**What to produce**
Set down the records once more, please, exactly and with the pictures left out.

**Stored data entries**

■ ■ ■

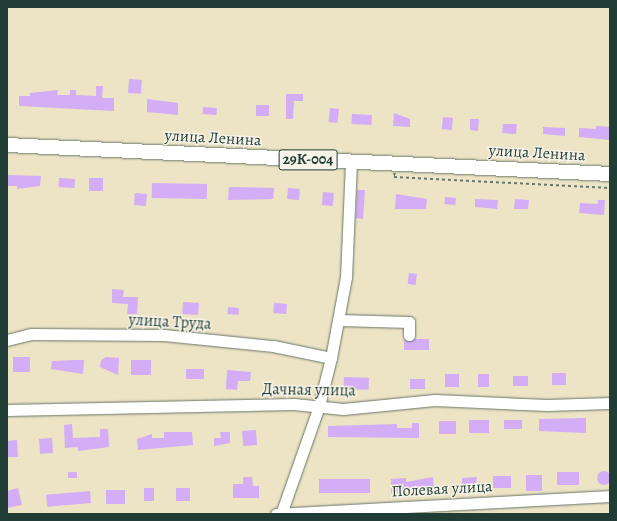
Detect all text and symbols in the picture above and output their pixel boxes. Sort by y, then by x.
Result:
street label: улица Ленина [164,126,262,150]
street label: улица Ленина [488,141,586,165]
road number: 29К-004 [278,147,338,173]
street label: улица Труда [128,310,212,334]
street label: Дачная улица [262,380,356,400]
street label: Полевая улица [391,477,493,501]

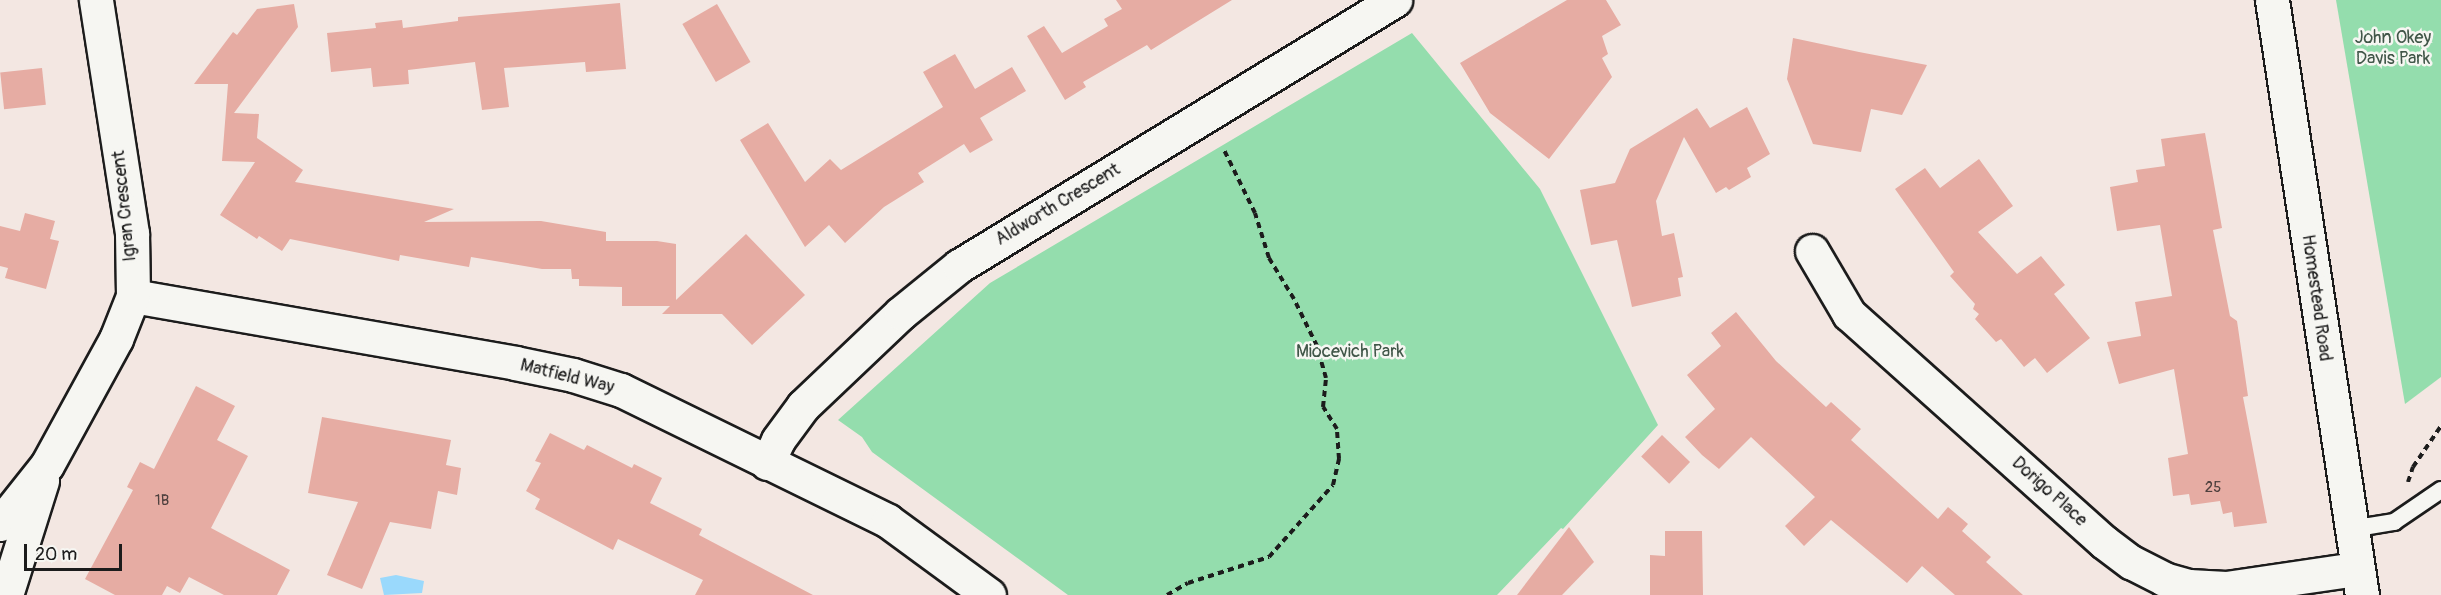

■ ■ ■

**Exercise response**
Detect all text and symbols in the picture above and output their pixel boxes. Sort by y, then by x.
Result:
street label: улица Ленина [164,126,262,150]
street label: улица Ленина [488,141,586,165]
road number: 29К-004 [278,147,338,173]
street label: улица Труда [128,310,212,334]
street label: Дачная улица [262,380,356,400]
street label: Полевая улица [391,477,493,501]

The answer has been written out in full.